Research Project: Forage Characteristics and Utilization that Improve Efficiency of Growth, Performance, Nutrient Use, and Environmental Impacts of Dairy Production

Location: Dairy Forage Research

Title: Evaluation of a limit feeding strategy with canola or soybean meals on dairy cow performance

Author
item Moore, Spencer - University Of Wisconsin
item Kalscheur, Kenneth

Submitted to: Meeting Abstract
Publication Type: Abstract Only
Publication Acceptance Date: 3/5/2018
Publication Date: N/A
Citation: N/A

Interpretive Summary:

Technical Abstract: Shrinking margins in the dairy industry dictate a need for increasing efficiencies of feed conversion to milk and limiting feed waste on the farm. The aim was to determine if performance and efficiency were similar when feeding two protein sources (canola meal, CM; soybean meal, SBM) at two feeding levels (limit-fed, LF; ad libitum-fed, AL). Fifty-two multiparous Holstein cows (mean±SD; 98±38 DIM; 2.73±1.03 parity) received a common diet during a 4-wk covariate (COV) period. Animals were sorted by residual feed intake (RFI = DMIAct – DMIPred), grouped into quartiles, and then blocked to standardize milk yield (MY), milk components, body weight, dry matter intake (DMI) and days in milk.

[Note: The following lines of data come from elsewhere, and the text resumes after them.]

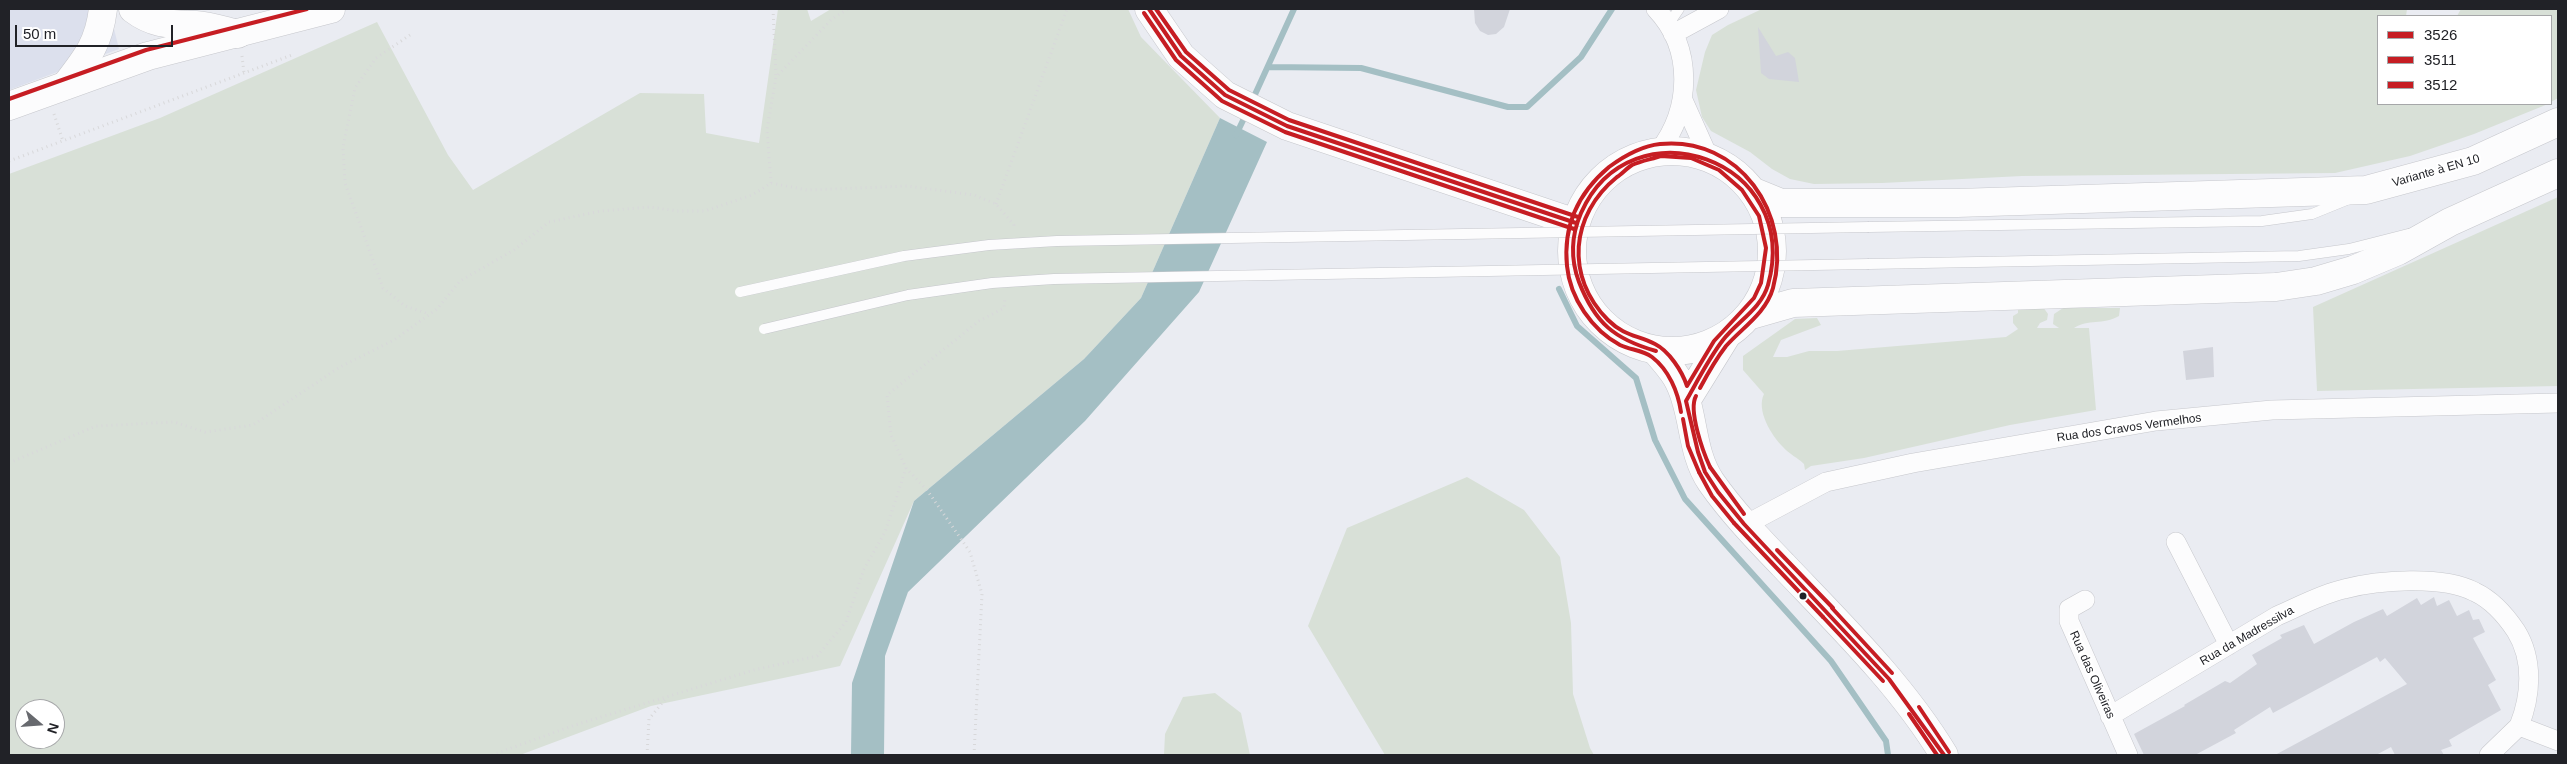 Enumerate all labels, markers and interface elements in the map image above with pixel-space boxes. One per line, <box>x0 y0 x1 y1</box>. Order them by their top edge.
scale bar <box>18 15 175 47</box>
legend <box>2377 15 2552 105</box>
text: 50 m <box>23 25 56 42</box>
text: 3526 <box>2424 26 2457 43</box>
text: 3511 <box>2424 51 2456 68</box>
text: 3512 <box>2424 76 2457 93</box>
street label: Variante à EN 10 <box>2391 152 2481 190</box>
street label: Rua dos Cravos Vermelhos <box>2056 411 2202 445</box>
unlabelled marker <box>1798 591 1808 601</box>
street label: Rua da Madressilva <box>2197 603 2297 669</box>
street label: Rua das Oliveiras <box>2066 629 2118 721</box>
north arrow <box>15 699 65 749</box>
text: N <box>44 721 62 736</box>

Each cow was randomized to receive one of four treatments. An average of COV wk 3-4 ad libitum intake was reduced by 5% in LF diets. The amount offered was evaluated weekly and reduced in pairs if a LF cow had orts = 0.907 kg as-fed. Average final restriction of the LF group was 92.8% of COV wk 3-4 ad libitum intake. Diets were formulated to contain 42%, 18% and 40% DM of corn silage, alfalfa haylage, and concentrate mix, respectively. The COV diet was formulated to contain equal crude protein from SBM and CM. Statistical analyses were performed as repeated measures using the MIXED procedure of SAS. Dry matter intake was greater for AL vs LF cows (mean±SEM; 29.0 vs 27.7±0.22 kg/d; P<0.02) during wk 1-4. DMI was greater for CM-fed cows in wk 1 by 0.65±0.22 kg/d (P<0.04) and for SBM-fed cows in wk 4 by 0.71±0.22 kg/d (P<0.03). Protein source did not have an effect on MY. Cows fed AL had greater MY, in wk 3-4 (52.4 vs 50.4±0.55 kg/d; P<0.02). Milk fat concentration was less for LF compared to AL cows in wk 3-5 (3.63 vs 3.87±0.07%; P <0.05). Milk urea nitrogen was lower in CM-fed cows (10.9 vs 11.6±0.24; P<0.01). Feed efficiency (FE) was greater in the LF treatment during wk 1 (1.99 vs. 1.92±0.02; P<0.02) but not different in other weeks. While the LF method was effective at equalizing DMI in SBM- and CM-fed animals, MY decreased and FE did not commensurately compensate. Continued investigation into limit feeding strategies is needed to evaluate the effect on digestion and efficiency.